Observing the immense extent of the
empire, and the numerous wars in which it was engaged, he exercised his
body in warlike exercises, regarding it as his natural means of defence,
while he also studied oratory as the means by which to influence the
people, in a style suited to his own life and character. In his speeches
there were no flowery passages, no empty graces of style, but there was
a plain common sense peculiar to himself, and a depth of sententious
maxims which is said to have resembled Thucydides. One of his speeches
is extant, a funeral oration which he made in public over his son who
died after he had been consul.
II. He was consul five times, and in his first consulship obtained a
triumph over the Ligurians. They were defeated by him and driven with
great loss to take refuge in the Alps, and thus were prevented from
ravaging the neighbouring parts of Italy as they had been wont to do.

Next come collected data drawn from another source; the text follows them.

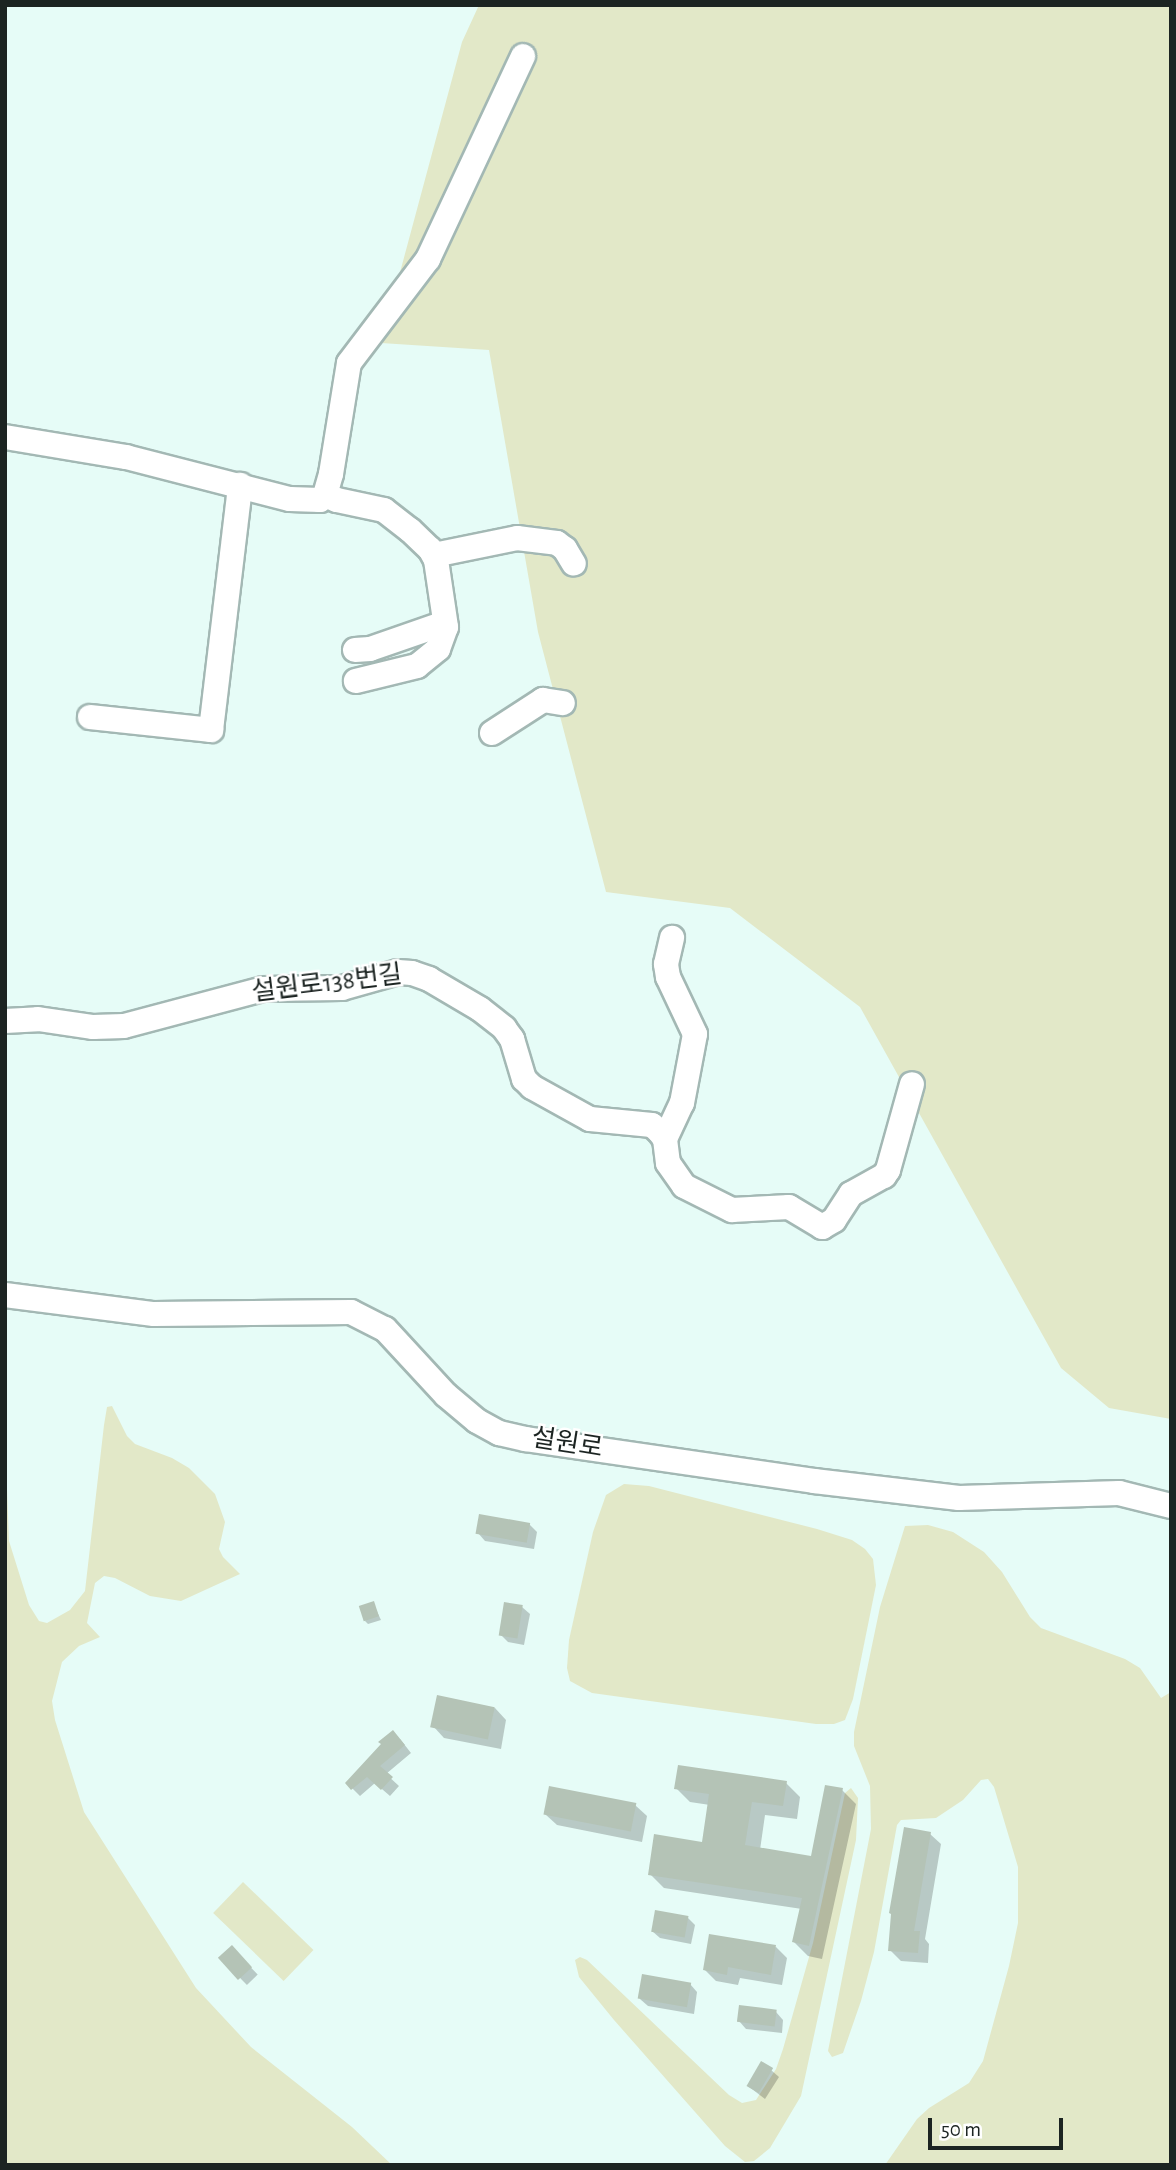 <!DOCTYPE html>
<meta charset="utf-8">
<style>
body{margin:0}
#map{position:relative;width:1176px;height:2170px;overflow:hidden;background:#e6fcf7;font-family:"Alegreya Sans","Noto Sans KR",sans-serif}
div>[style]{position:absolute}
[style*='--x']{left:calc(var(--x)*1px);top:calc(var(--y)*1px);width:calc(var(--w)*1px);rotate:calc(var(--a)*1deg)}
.green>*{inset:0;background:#e2e8c8;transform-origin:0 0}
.shadow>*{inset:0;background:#0003;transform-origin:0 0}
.building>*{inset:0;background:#b4c3b6;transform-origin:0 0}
.roads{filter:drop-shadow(2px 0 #a3b8b4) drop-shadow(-2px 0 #a3b8b4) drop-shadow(0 2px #a3b8b4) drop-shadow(0 -2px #a3b8b4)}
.minor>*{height:24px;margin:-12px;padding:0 12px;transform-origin:12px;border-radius:12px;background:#fff}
span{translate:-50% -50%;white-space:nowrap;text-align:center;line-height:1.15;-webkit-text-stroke:5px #fff;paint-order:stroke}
.street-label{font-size:26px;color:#1c2422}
.frame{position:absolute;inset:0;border:7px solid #1c2422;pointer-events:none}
.scale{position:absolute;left:928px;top:2118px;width:135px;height:32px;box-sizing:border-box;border:4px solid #1c2422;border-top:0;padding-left:9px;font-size:21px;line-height:24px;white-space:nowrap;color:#1c2422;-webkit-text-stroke:5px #fff;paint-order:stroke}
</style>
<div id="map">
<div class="green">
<i style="clip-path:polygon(479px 5px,1171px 5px,1171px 1419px,1109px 1408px,1061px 1368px,860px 1007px,730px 908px,606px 892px,538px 632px,489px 350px,381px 343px,462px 42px)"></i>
<i style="clip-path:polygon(112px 1406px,127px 1436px,135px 1444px,172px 1458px,189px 1468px,215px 1494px,225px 1522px,219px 1549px,223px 1557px,240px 1574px,181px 1601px,150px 1596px,115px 1578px,104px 1576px,95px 1583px,87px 1623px,100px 1637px,79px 1646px,62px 1662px,52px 1701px,55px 1720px,84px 1812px,196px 1988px,251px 2047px,352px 2127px,392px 2165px,5px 2165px,5px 1436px,9px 1541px,29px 1605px,39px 1621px,47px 1623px,70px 1610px,85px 1591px,104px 1425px,107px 1407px)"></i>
<i style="clip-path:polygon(624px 1484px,649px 1486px,817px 1529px,852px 1540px,865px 1549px,873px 1559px,876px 1585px,853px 1699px,845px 1720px,834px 1724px,816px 1724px,592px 1693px,570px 1681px,567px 1668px,569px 1640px,593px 1532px,606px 1495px)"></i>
<i style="clip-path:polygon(928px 1525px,953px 1532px,984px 1552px,1002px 1572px,1030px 1617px,1041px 1628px,1125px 1659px,1140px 1668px,1161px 1698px,1171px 1692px,1171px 2165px,885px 2165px,917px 2119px,929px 2108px,969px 2083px,983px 2061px,1009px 1966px,1018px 1923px,1018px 1867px,994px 1787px,988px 1779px,981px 1780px,963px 1800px,936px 1818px,901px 1820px,897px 1825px,874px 1952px,861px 2001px,843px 2053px,832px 2057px,828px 2051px,871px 1829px,870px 1786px,854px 1746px,854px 1732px,880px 1607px,905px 1526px)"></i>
<i style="clip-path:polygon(851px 1788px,858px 1798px,856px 1840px,801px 2096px,770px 2148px,754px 2161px,745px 2162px,725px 2146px,614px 2020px,579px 1977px,575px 1960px,580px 1957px,587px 1960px,729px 2095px,742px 2103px,756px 2100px,776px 2069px,783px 2049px,813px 1943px,845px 1793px)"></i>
<i style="left:243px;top:1882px;width:98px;height:43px;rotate:44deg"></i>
</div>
<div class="shadow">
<i style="clip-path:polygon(529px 1524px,537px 1532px,534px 1549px,485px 1541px,478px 1533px)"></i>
<i style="clip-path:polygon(373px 1603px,381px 1620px,368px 1624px,365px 1621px)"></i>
<i style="clip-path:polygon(522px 1607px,530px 1614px,524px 1645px,508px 1642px,500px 1634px)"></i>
<i style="clip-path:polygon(495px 1708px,506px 1720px,501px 1749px,444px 1738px,433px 1726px)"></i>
<i style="clip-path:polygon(400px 1739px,411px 1753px,386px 1774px,399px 1786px,390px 1796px,375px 1783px,360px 1796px,347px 1783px)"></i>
<i style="clip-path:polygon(786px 1783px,800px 1797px,797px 1819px,765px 1815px,760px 1850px,812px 1858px,842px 1790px,856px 1804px,822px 1959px,808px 1956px,794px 1942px,802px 1909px,664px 1888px,650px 1874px,704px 1844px,710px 1805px,690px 1802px,676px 1788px)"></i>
<i style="clip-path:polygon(635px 1805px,647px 1816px,642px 1842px,557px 1825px,545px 1814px)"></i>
<i style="clip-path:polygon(930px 1834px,941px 1844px,925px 1939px,929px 1944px,928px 1963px,901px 1961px,890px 1950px,893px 1915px)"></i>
<i style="clip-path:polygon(687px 1917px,695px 1925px,691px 1944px,660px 1938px,652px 1931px)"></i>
<i style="clip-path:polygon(776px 1947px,787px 1958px,782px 1985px,740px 1978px,738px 1985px,716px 1981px,705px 1970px)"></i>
<i style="left:232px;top:1948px;width:37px;height:15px;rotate:46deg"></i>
<i style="clip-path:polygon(690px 1984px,697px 1992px,694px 2014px,648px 2006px,640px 1999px)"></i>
<i style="clip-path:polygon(776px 2012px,783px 2020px,782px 2033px,746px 2029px,739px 2021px)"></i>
<i style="clip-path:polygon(771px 2070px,779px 2077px,765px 2099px,748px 2086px)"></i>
</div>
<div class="building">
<i style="left:479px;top:1514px;width:52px;height:20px;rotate:10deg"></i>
<i style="left:374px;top:1601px;width:16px;height:16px;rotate:72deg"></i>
<i style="left:504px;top:1602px;width:19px;height:34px;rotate:9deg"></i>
<i style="left:437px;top:1695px;width:59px;height:33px;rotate:12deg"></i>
<i style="clip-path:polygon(393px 1730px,405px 1745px,380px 1766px,393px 1777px,381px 1790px,367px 1777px,351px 1790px,345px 1783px,381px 1744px,378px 1742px)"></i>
<i style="clip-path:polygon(678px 1765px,787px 1781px,783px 1806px,752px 1802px,745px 1845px,811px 1856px,825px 1785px,843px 1788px,809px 1946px,792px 1942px,802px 1898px,648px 1875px,654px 1834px,702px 1842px,709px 1794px,674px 1789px)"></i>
<i style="left:549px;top:1786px;width:89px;height:29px;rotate:11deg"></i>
<i style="clip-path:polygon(904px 1827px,931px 1832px,914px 1931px,920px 1931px,918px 1953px,888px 1951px,891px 1914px,889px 1913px)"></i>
<i style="left:655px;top:1910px;width:34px;height:22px;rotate:10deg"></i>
<i style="clip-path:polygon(709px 1934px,776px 1945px,771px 1975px,728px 1967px,727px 1975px,703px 1970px)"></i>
<i style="left:232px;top:1945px;width:30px;height:19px;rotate:48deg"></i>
<i style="left:642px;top:1974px;width:50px;height:25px;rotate:10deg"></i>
<i style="left:739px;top:2005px;width:38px;height:17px;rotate:7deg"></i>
<i style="left:761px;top:2061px;width:14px;height:29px;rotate:30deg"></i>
</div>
<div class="roads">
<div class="minor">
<i style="--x:5;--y:437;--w:123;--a:9.4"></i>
<i style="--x:126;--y:457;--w:169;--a:14.4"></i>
<i style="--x:290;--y:499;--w:30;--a:2"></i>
<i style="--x:320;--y:500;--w:7;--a:-45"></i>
<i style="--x:325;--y:495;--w:22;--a:-74"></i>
<i style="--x:331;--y:474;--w:112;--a:-80.8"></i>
<i style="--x:349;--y:363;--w:131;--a:-52.8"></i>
<i style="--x:428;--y:259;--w:224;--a:-64.9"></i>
<i style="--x:325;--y:495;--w:13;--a:23"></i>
<i style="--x:337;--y:500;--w:48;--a:12"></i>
<i style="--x:384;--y:510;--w:33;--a:38"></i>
<i style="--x:410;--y:530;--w:28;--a:44"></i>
<i style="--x:430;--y:549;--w:13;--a:61"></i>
<i style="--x:436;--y:560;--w:68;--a:81.5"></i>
<i style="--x:446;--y:627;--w:23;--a:110"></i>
<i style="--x:438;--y:649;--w:27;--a:141"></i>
<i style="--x:417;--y:666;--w:63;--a:166.2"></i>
<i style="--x:434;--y:555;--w:85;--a:-11.6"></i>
<i style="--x:517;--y:538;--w:40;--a:7.1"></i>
<i style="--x:557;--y:543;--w:10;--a:37"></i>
<i style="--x:565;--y:549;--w:17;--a:59"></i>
<i style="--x:355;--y:650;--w:15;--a:-4"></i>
<i style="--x:370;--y:649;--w:79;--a:-19.1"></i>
<i style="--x:90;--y:717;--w:122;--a:6.1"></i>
<i style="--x:211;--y:730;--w:247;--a:-83.2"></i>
<i style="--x:492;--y:733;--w:61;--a:-32.9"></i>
<i style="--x:543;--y:700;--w:20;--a:9"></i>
<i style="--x:5;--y:1021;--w:33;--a:-3"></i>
<i style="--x:38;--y:1019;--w:56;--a:8.3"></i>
<i style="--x:93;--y:1027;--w:31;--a:-2"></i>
<i style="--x:124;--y:1026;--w:144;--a:-14.9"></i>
<i style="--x:263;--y:989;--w:79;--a:-0.7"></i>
<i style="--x:342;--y:988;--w:58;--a:-15.9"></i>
<i style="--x:398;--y:972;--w:14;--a:4"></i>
<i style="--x:412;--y:973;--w:18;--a:19"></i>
<i style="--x:429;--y:979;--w:59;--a:30.5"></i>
<i style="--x:480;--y:1009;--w:31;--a:38"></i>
<i style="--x:504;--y:1028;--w:14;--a:54"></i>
<i style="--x:512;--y:1039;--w:42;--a:73.3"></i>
<i style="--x:524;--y:1079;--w:11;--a:45"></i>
<i style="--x:532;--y:1087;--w:66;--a:28.9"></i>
<i style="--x:590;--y:1119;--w:62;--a:5.5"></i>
<i style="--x:652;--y:1125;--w:9;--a:41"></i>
<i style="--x:659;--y:1131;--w:10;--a:53"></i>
<i style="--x:665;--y:1139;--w:24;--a:83"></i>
<i style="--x:668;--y:1163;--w:28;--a:55"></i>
<i style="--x:684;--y:1186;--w:54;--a:26.6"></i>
<i style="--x:732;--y:1210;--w:57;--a:-3"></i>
<i style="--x:789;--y:1207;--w:39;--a:31"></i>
<i style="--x:822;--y:1227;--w:14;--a:-30"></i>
<i style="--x:834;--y:1220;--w:31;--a:-57"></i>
<i style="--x:851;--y:1194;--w:38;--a:-29"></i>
<i style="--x:884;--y:1176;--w:7;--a:-56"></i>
<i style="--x:888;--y:1170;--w:89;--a:-74.4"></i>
<i style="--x:665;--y:1139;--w:40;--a:-65"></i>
<i style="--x:682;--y:1103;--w:70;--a:-79.3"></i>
<i style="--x:695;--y:1034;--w:63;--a:-115.3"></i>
<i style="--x:668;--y:977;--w:13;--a:-99"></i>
<i style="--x:666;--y:964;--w:27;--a:-77"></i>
<i style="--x:5;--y:1295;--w:150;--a:7.3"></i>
<i style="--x:154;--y:1314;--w:197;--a:-0.6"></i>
<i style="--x:351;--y:1312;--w:38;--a:27"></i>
<i style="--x:385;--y:1329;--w:90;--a:47.3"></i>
<i style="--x:446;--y:1395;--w:40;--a:40"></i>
<i style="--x:477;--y:1421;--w:25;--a:29"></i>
<i style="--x:499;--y:1433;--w:28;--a:13"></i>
<i style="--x:526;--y:1439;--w:291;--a:8.3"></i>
<i style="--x:814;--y:1481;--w:146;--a:6.7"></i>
<i style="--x:959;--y:1498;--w:160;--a:-1.8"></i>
<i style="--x:1119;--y:1493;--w:54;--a:14"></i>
</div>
</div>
<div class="street-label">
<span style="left:327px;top:984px;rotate:-7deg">설원로138번길</span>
<span style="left:567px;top:1444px;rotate:9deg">설원로</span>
</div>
<div class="frame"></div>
<div class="scale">50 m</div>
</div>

When Hannibal invaded Italy, won his first battle at the Trebia, and
marched through Etruria, laying everything waste as he went, the Romans
were terribly disheartened and cast down, and terrible prodigies took
place, some of the usual kind, that is, by lightning, and others of an
entirely new and strange character. It was said that shields of their
own accord became drenched with blood: that at Antium standing corn bled
when it was cut by the reapers; that red-hot stones fell from heaven,
and that the sky above Falerii was seen to open and tablets to fall, on
one of which was written the words "Mars is shaking his arms.